Your goal -
Count the lines in the listing below that contain the word "Keep" and report that number alone.

Stored data -

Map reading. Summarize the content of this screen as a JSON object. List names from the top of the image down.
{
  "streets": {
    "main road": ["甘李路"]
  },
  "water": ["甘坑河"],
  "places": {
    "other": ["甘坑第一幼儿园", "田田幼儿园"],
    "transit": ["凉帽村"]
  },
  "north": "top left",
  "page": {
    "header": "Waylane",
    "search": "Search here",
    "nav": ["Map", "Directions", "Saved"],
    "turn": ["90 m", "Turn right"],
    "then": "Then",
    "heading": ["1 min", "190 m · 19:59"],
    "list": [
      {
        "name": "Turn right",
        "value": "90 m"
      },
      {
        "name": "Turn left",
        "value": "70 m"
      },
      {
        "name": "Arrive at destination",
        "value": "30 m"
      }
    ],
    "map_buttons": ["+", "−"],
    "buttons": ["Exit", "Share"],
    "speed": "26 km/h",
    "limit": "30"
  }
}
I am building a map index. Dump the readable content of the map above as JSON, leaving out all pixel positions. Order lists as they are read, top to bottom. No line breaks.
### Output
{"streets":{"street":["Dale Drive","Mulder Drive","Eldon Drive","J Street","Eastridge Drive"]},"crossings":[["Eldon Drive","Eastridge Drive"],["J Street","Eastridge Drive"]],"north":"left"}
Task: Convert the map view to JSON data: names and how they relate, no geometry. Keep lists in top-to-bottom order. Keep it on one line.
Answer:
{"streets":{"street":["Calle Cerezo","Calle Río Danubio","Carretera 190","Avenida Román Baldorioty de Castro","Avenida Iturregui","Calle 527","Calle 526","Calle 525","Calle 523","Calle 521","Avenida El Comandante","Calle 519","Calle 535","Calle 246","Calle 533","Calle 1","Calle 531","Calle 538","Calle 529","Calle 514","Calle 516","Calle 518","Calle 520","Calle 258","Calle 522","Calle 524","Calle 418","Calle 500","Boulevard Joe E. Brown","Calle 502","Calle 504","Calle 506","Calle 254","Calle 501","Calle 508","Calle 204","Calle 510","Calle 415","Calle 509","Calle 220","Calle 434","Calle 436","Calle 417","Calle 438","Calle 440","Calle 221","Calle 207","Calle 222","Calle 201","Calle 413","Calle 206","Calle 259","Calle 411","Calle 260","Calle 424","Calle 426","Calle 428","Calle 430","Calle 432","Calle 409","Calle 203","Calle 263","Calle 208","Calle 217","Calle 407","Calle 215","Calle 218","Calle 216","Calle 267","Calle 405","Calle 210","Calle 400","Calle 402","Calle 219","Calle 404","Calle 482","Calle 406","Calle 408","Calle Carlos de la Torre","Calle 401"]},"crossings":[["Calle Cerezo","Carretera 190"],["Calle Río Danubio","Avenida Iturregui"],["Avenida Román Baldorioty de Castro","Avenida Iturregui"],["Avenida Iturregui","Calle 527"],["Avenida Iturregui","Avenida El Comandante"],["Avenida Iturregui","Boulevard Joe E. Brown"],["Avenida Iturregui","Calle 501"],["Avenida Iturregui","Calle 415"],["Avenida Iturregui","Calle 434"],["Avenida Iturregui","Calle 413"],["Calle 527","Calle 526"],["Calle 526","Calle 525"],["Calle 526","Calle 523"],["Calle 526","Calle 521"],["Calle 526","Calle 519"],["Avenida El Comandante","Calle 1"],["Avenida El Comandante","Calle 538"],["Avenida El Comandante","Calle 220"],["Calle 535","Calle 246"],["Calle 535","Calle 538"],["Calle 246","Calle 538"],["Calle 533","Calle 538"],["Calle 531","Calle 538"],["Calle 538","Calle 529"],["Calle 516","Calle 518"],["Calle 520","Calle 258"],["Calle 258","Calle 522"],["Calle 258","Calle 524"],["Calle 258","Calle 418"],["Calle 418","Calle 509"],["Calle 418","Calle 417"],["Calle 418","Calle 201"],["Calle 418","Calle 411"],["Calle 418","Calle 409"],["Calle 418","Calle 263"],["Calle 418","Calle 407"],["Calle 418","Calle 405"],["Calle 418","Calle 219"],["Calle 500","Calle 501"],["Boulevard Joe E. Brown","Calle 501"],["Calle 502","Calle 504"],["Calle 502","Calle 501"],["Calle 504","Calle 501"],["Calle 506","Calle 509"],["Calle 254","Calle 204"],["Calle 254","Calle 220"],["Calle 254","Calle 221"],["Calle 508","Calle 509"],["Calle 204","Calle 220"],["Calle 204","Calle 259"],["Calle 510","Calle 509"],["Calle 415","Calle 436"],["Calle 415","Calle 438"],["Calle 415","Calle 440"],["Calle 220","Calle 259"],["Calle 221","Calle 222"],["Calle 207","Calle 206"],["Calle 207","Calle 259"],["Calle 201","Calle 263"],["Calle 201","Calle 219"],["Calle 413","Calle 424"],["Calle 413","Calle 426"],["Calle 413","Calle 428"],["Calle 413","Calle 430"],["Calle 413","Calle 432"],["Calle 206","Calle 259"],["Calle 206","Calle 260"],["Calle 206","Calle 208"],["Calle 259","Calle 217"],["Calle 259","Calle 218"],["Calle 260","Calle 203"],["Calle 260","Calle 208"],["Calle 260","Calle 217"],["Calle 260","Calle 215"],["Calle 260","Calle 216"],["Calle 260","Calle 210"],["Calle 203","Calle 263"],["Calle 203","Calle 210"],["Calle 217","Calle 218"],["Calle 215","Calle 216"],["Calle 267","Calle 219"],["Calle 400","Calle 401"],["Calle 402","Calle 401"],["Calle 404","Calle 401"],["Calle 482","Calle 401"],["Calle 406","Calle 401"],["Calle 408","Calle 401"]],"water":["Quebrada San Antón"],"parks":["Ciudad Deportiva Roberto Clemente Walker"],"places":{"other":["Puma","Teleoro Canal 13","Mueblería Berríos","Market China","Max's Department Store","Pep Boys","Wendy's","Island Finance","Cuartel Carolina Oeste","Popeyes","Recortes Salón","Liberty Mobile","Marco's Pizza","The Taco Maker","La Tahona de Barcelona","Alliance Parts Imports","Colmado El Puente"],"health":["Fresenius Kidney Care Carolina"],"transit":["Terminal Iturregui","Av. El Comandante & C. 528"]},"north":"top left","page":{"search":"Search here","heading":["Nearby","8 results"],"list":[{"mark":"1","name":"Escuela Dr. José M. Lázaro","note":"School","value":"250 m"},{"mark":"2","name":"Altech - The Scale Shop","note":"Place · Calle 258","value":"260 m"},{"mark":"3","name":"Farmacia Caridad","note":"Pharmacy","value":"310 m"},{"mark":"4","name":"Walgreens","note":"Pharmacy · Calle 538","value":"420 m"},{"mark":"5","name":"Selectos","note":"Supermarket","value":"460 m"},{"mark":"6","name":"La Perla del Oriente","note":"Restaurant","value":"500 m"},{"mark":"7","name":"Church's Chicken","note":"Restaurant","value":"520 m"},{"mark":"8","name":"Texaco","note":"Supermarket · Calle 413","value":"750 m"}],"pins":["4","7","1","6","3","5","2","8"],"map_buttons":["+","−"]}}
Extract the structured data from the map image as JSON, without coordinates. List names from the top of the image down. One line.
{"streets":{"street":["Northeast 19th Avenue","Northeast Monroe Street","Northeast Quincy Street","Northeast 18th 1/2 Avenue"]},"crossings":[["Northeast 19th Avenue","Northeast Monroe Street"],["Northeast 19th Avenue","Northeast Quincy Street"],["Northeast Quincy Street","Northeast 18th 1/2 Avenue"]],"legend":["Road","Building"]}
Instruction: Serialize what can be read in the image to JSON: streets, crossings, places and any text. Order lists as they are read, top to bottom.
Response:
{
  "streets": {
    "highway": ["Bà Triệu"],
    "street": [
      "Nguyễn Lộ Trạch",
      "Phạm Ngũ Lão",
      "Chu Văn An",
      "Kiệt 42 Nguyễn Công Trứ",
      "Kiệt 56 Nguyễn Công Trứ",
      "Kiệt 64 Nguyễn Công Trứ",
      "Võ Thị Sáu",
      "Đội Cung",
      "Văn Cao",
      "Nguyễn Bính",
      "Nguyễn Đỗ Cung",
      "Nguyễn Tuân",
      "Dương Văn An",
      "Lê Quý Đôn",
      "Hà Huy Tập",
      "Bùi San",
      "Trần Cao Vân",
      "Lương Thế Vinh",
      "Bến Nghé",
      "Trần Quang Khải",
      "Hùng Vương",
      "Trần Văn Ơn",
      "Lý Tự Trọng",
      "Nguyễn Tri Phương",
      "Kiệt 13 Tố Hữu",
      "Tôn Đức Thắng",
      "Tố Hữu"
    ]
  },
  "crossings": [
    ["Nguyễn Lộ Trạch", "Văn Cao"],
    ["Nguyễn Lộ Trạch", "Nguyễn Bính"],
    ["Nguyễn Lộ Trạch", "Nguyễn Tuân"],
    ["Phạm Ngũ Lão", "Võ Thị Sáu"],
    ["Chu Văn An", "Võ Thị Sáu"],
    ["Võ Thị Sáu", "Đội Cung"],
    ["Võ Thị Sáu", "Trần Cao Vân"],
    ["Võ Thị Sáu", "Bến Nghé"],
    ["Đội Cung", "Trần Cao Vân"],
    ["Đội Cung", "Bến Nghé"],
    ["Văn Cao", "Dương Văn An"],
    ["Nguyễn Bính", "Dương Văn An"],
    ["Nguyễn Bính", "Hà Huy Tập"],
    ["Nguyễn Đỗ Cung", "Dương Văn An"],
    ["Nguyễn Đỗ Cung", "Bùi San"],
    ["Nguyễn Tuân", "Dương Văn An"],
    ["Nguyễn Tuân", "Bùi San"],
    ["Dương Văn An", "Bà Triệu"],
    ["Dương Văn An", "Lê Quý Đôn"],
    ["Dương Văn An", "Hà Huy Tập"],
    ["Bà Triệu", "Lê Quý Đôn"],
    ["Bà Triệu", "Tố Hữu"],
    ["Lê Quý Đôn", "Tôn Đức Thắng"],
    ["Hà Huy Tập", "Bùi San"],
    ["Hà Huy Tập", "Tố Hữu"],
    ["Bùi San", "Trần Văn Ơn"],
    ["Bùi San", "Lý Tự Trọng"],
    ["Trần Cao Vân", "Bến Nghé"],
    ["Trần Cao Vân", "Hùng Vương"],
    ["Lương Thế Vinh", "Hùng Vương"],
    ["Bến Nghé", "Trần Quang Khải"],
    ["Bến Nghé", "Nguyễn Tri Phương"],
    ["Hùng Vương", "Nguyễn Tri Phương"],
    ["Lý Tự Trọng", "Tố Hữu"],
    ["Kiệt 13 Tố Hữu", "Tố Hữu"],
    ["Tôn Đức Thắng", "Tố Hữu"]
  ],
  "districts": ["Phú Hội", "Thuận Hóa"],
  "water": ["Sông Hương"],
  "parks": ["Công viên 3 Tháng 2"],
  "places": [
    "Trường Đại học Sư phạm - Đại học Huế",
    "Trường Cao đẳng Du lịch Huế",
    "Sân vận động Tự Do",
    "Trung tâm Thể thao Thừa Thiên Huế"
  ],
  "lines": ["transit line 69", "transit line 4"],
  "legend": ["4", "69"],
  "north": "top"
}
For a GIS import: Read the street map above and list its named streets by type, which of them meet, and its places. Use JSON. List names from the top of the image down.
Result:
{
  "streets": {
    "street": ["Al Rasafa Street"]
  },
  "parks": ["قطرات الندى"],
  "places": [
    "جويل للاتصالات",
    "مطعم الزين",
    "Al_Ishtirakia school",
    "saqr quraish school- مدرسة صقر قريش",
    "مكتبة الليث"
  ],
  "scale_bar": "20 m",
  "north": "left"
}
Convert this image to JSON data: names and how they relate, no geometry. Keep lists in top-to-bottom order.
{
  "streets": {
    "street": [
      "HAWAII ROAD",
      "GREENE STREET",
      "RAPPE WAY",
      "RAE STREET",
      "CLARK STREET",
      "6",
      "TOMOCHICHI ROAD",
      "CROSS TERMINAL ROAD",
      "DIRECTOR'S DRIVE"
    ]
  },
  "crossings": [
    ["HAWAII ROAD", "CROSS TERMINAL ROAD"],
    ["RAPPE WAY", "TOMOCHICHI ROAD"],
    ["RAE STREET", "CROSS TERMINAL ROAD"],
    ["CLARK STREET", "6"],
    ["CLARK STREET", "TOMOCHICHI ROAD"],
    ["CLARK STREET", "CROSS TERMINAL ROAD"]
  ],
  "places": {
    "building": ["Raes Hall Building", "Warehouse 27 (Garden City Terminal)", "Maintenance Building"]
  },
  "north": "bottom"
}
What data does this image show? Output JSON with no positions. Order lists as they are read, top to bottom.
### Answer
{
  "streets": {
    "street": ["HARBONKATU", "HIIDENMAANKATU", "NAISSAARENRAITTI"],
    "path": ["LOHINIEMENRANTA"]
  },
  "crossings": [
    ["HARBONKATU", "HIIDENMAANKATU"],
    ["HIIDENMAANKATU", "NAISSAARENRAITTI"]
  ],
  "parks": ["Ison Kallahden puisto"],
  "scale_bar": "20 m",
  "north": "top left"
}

Response area -
2